- Born: November 14, 1931 (age 94) Kingston, Ontario
- Spouse(s): Mary Eardley, married 1961
- Awards: Order of Canada (2011)

= Robert Bourdeau =

Canadian photographer (born 1931)

Robert Bourdeau (born November 14, 1931) is a Canadian photographer whose career bridges modernists of the early 20th century and contemporary photographers.

==Biography==
Bourdeau was born in Kingston, Ontario, in 1931. In 1957, he moved to Toronto for a year to attend the University of Toronto, before returning to Kingston. After coming across a copy of Aperture magazine, Bourdeau corresponded with then-editor Minor White in Rochester, New York in 1958, then met him, and for the next ten years, the two men were in contact. Bourdeau soon decided, encouraged by White, that taking photographs was the correct path for him, although he worked in a job as an architecture technologist (1960–1985). Another mentor was Paul Strand who he corresponded with, then met, in New York in 1965.
With these photographers as mentors, he was drawn in his early work to modernism. He has also spoken of Paul Cézanne and Giorgio Morandi as being influential.

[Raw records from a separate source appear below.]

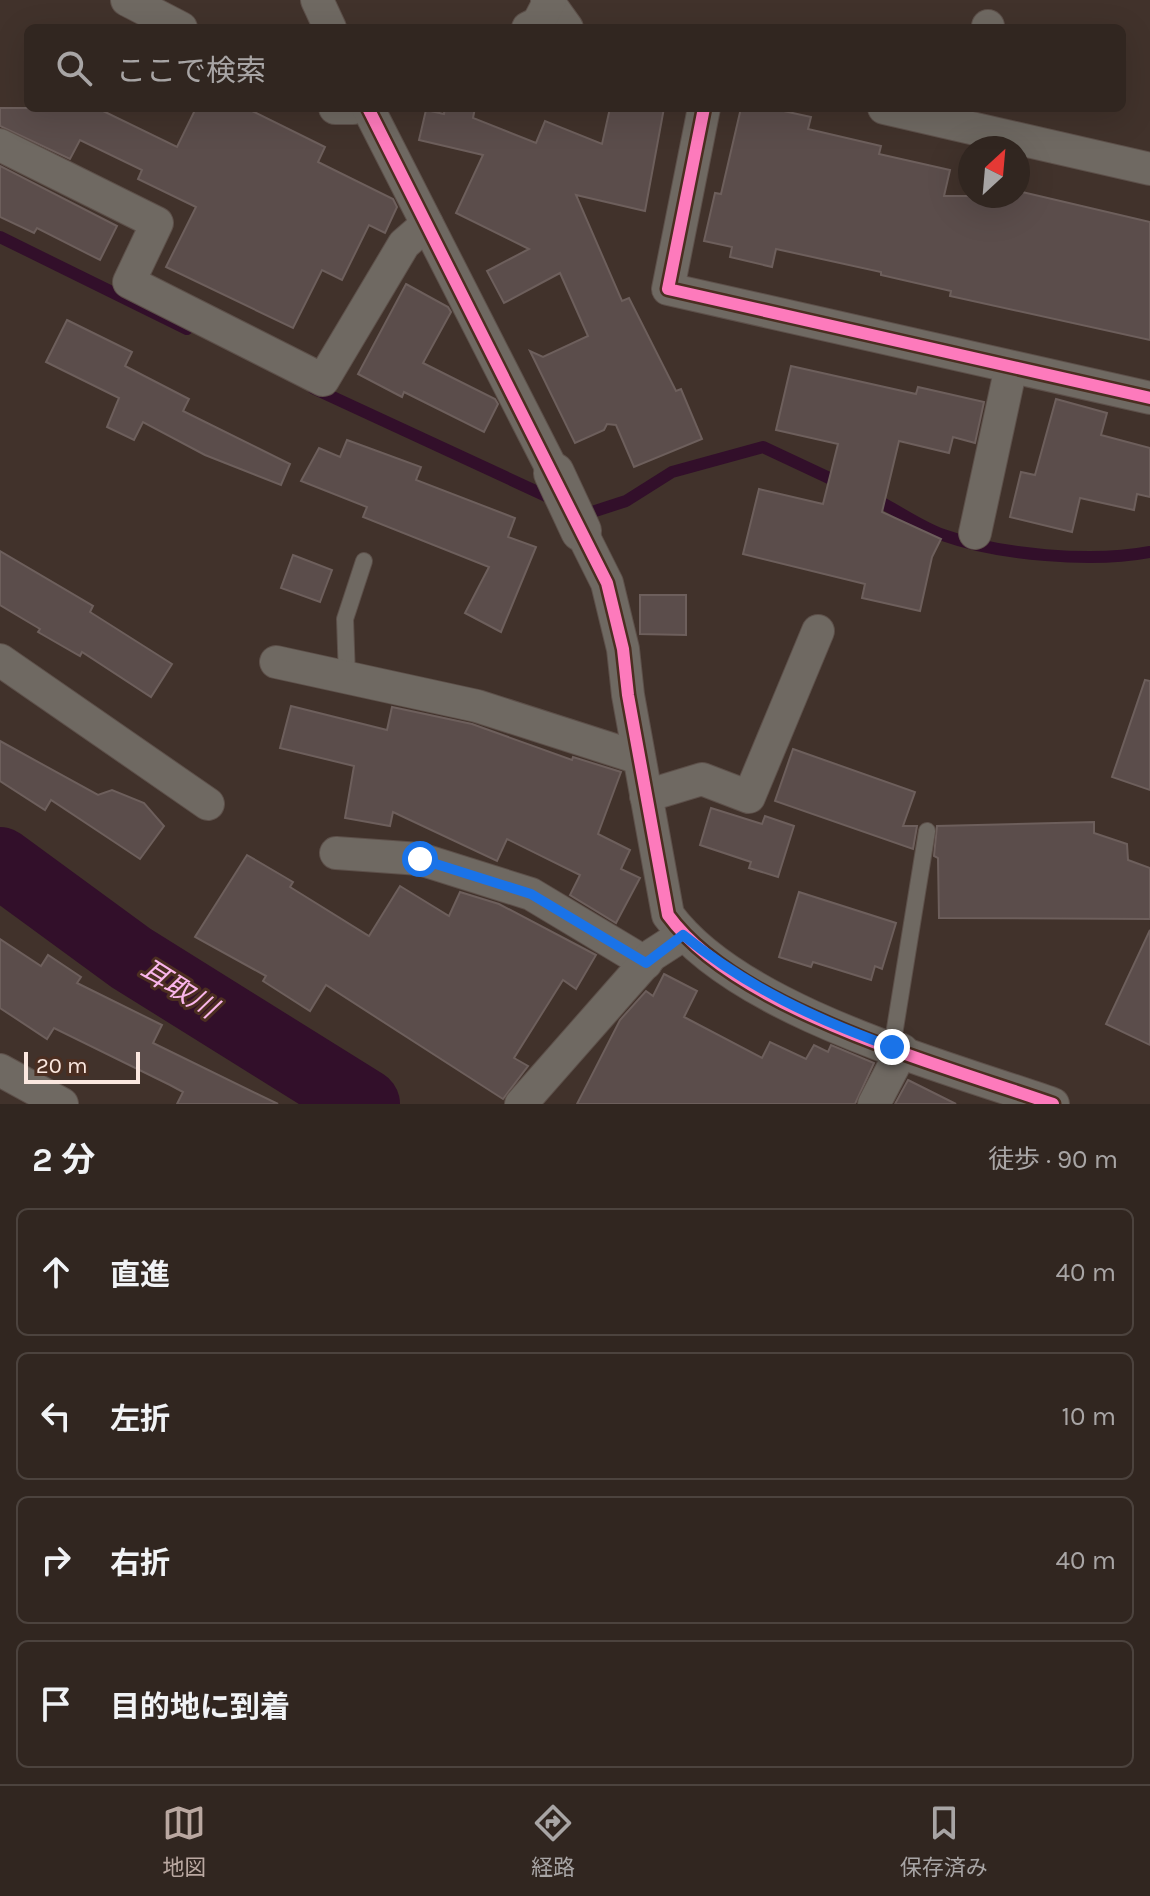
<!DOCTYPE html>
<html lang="ja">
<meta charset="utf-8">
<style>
:root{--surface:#312620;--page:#392e29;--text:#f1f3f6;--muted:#a8a5a5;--line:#4c433e;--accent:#baa8a1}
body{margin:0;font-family:Karla,"Noto Sans JP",sans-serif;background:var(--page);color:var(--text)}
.compass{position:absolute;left:958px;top:136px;width:72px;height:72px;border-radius:50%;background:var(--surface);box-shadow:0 8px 32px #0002;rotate:26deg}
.scale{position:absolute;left:24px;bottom:20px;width:116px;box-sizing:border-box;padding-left:8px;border:4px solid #fbe8e0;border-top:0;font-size:22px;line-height:28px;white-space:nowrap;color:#fbe8e0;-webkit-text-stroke:6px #4b2e21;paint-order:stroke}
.stop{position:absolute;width:24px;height:24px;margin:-18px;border:6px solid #1a73e8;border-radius:50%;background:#fff}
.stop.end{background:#1a73e8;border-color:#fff;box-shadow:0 2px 8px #0008}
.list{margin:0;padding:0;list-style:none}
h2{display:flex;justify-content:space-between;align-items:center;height:104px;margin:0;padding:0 32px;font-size:34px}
h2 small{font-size:26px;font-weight:400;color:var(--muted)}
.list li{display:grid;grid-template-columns:52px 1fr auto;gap:24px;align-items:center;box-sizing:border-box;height:128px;margin:0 16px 16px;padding:0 16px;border:2px solid var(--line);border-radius:12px}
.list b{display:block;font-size:30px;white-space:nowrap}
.list em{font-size:26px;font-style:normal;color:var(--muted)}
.icon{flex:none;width:44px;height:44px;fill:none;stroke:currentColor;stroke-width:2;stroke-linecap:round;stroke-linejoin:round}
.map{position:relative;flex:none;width:1150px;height:1104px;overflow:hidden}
.search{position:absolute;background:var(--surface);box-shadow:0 8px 32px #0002;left:24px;right:24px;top:24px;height:88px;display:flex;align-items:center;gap:20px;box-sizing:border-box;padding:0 28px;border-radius:12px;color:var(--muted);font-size:30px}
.sheet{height:680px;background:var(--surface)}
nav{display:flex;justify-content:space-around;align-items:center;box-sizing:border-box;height:112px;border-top:2px solid var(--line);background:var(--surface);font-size:22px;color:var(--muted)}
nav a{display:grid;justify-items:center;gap:4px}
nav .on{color:var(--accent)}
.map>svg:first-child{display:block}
</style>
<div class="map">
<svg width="1150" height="1104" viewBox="0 0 1150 1104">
<rect width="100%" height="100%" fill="#41322b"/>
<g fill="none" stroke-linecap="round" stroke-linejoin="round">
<g stroke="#320f2a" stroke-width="12">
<path d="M0,237L187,329"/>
<path d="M313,388L557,501"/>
<path d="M872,498C896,509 918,526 943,535C999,555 1092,563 1150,552"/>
<path d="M581,512L586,514L626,501L672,472L763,447L844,485"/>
</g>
<path stroke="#320f2a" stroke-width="70" d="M0,862L131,958L365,1104"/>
</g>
<g fill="#5b4d4b" stroke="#6d5f5c" stroke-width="2">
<path d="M0,108H97L177,147L196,108H246L325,147L318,162L393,199L397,207L385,233L369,225L342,280L322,270L293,328L166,267L196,207L138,179L142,170L80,140L70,159L0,126Z"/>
<path d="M445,108H475L473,118L536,143L545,121L602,144L610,108H664L645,211L576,195L622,301L629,298L676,391L681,389L702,439L634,467L616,425L607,424L604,430L575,443L530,351L543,357L588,336L560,273L504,303L487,271L529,249L456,213L483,155L419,140L426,110L444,114Z"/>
<path d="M741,108H770L811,117L808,129L881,146L879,154L950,170L944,196H1018V191L1150,222V340L950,296L951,291L881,275V272L776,249L772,267L730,257L732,247L704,241L715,193L721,194Z"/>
<path d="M0,166L117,226L100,260L37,228L34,233L0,217Z"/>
<path d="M406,284L448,307L451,312L423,363L495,399L498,404L484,432L404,392L402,397L358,374Z"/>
<path d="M67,320L132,352L125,366L189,399L183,411L290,464L281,485L205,455L143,422L134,440L107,427L119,398L46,362Z"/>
<path d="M791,366L916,394L918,387L984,402L975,443L953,437L949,453L899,441L882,512L941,539L932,557L920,611L862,598L865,584L743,554L759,489L823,504L838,444L776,430Z"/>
<path d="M1056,399L1107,413L1101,435L1150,448V497L1137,494L1134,510L1080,498L1072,532L1010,517L1021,472L1035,475Z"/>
<path d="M347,440L421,467L416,480L515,518L508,537L536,547L501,632L465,613L489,567L363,517L367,507L301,481L319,448L340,457Z"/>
<path d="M0,551L93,606L90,612L172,664L151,697L82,652L80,656L38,632L40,629L0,605Z"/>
<path d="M293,555L332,570L320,602L281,588Z"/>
<path d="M640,595H686V635L640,634Z"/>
<path d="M1145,680L1150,681V790L1112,777Z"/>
<path d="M291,706L387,730L392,707L472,724L572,760L573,757L621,772L598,834L630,850L621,869L640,878L616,923L570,895L580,875L507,839L497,861L393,812L390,826L345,818L354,766L280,748Z"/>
<path d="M0,741L98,795L112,790L144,803L164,826L140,859L51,800L45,810L0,781Z"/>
<path d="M793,749L915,792L903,826H917L913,849L775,801Z"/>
<path d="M711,808L762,824L765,816L794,826L778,877L749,868L751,862L700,845Z"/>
<path d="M1094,822V833L1127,844L1128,860L1150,868V919L939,918L938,858L934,856L937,826Z"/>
<path d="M247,855L293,882L290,887L369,936L400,886L449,916L460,892L499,904L596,955L576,989L563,980L514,1058L528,1066L503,1099L326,985L310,1011L263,981L266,976L195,937Z"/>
<path d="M799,892L896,923L882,969L875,966L871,980L813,962L811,967L779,957Z"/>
<path d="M1150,930V1045L1106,1024Z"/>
<path d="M0,939L41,966L48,955L81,977L77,983L162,1025L153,1043L278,1104H177L183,1092L170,1085L54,1028L47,1039L0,1008Z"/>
<path d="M664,974L697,991L684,1017L762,1058L770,1042L806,1059L814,1045L828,1052L831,1045L874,1063L855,1104H577L620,1020L646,991L653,996Z"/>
<path d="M908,1080L956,1104H895Z"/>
</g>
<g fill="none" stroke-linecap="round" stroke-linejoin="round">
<g stroke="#5d504a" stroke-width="18">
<g id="service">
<path d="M347,677L345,619L364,561"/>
<path d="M892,1047L927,831"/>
</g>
</g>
<g stroke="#5d504a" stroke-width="34">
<g id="minor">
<path d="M127,0L181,28"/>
<path d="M317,0L330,28"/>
<path d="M547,0L567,28"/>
<path d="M528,28L538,23L550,0"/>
<path d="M988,28V26"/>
<path d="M335,108H353"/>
<path d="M368,108L554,473"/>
<path d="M704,108L668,289L1150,398"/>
<path d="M884,108L1150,169"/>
<path d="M0,145L157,223L129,282L323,380L404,244L427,224"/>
<path d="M581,531L607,583L623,649L628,695L668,915C738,1011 942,1065 1053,1104"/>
<path d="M975,533L1011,367"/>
<path d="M0,660L208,804"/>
<path d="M276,662L477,706L639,758"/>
<path d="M646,796L702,779L749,797L818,631"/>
<path d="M336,853L420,859L531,894L646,963"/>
<path d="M0,1070L62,1104"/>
<path d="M521,1104L652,955L683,935"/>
<path d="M874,1104L902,1050"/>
</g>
</g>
<g stroke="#5d504a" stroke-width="42">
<path id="tertiary" d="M554,473L581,531"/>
</g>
<use href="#service" stroke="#6f6962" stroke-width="16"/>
<use href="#minor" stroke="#6f6962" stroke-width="32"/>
<use href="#tertiary" stroke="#6f6962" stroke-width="40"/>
<g stroke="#4b2e21" stroke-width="17">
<g id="cycleway">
<path d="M368,108L607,583L623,649L628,695L668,915C738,1011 942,1065 1053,1104"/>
<path d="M704,108L668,289L1150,398"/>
</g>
</g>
<use href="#cycleway" stroke="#fd7abc" stroke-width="12"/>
</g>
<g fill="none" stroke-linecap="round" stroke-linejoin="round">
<path stroke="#1a73e8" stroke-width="10" d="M420,859L531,894L646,963L683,935C747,987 815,1019 892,1047"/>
</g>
<g text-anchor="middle" stroke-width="6" stroke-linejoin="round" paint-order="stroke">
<g font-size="28" font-style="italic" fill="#f9b5ea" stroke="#4b2e21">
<text transform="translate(179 988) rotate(32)" y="10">耳取川</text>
</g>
</g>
</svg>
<svg class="compass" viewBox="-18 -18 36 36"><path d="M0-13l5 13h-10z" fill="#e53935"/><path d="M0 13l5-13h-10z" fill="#a8a5a5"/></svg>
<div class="scale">20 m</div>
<div class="stop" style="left:420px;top:859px"></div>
<div class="stop end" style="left:892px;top:1047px"></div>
<div class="search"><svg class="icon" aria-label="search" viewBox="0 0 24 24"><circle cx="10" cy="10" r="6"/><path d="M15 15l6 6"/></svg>ここで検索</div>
</div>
<section class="sheet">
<h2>2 分<small>徒歩 · 90 m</small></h2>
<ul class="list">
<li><svg class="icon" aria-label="ahead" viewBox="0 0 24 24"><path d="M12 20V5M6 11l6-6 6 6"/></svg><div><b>直進</b></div><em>40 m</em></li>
<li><svg class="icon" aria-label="left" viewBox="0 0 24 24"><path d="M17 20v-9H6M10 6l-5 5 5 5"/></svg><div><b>左折</b></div><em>10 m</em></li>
<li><svg class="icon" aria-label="right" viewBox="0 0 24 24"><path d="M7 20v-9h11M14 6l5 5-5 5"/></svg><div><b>右折</b></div><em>40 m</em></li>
<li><svg class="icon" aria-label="arrive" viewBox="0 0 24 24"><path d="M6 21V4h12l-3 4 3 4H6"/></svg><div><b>目的地に到着</b></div></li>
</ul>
</section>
<nav>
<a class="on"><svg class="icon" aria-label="map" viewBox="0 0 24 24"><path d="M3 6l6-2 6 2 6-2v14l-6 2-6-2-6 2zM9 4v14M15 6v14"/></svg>地図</a>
<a><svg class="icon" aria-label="directions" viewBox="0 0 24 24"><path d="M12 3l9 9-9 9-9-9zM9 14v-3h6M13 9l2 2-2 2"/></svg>経路</a>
<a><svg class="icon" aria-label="saved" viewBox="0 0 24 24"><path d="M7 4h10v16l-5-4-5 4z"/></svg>保存済み</a>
</nav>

At first, his chosen subject was landscape which he photographed in black-and-white. His choice of scenes in Canada, Ireland and elsewhere were presented in luminous detail but gave the viewer not the surface but the spirit of the natural world. His work developed over time to a more measured, meditative view and he introduced architecture into his subject matter, preferably architecture which spoke to an historical time. Generally, his work is marked by a sense of growth and change. Bourdeau says: "I hold the conviction that emotional forces generated by a place can be made visible."

Since the 1970s, Bourdeau has created large camera format images, which he methodically prepares from contemplating a site for a lengthy period before making an extended exposure that allows a maximum of detail. He is known for his technical perfection, and for the unique gold chloride solution that adds a warm tone to his silver gelatin prints. The Encyclopedia of Twentieth-Century Photography calls his work remarkable for its rigorous consistency while the Globe and Mail in 2005 called his photographs of abandoned or inactive industrial sites and buildings of the past "beautifully precise" and "immaculate". The Calgary Herald, in 1989, said of a show of his work at the Glenbow Museum, that his work is "beautiful, meditative, alive with tonal richness and compressed details, and still in atmosphere, all in ways that reward long looking".

In 1966, he had his first exhibition in Canada at the National Film Board Still Photography Division and in 1969, the National Gallery of Canada acquired his work for the first time. Another breakthrough occurred in 1980 when Jane Corkin, who had an important photography gallery in Toronto, decided to represent him. Only in 1985 was he able to work at photography full-time. His commitment was crowned by success: in 1990, he had a retrospective at the National Gallery of Canada, Robert Bourdeau: Retrospective. That same year, he began his keynote series of photographs of industrial sites.

He has exhibited his work widely throughout North America and Europe. In Canada, he has been included in photographic surveys at the National Gallery of Canada and the Canadian Museum of Contemporary Photography (now the Canadian Photography Institute or CPI) of the National Gallery of Canada. In 2016, Linda Jansma curated the exhibition Edge of the Visible for the Robert McLaughlin Gallery in Oshawa. In 2011, Robert Bourdeau: The Station Point, a comprehensive survey of his work, was published by the Magenta Foundation and Stephen Bulger Gallery.

His work is in the collections of the Centre Georges Pompidou, Paris; the Smithsonian Institution, Washington, DC; the Museum of Contemporary Art, Chicago; and The Renaissance Society, Chicago; the Museum of Fine Arts, Boston; the Los Angeles County Museum of Art; the Art Gallery of Ontario, Toronto; the National Gallery of Canada, the Canadian Photography Institute, Ottawa; the Robert McLaughlin Gallery, Oshawa; as well as Library and Archives Canada, Ottawa and the Canadian Centre for Architecture, Montreal.

Bourdeau taught photography at the University of Ottawa from 1980 to 1994. He currently lives in Ottawa.

== Awards and honours ==
He was elected to the Royal Canadian Academy of Arts in 1983. He was named a member of the Order of Canada in 2011. In 2017, Canada Post issued a stamp using his work.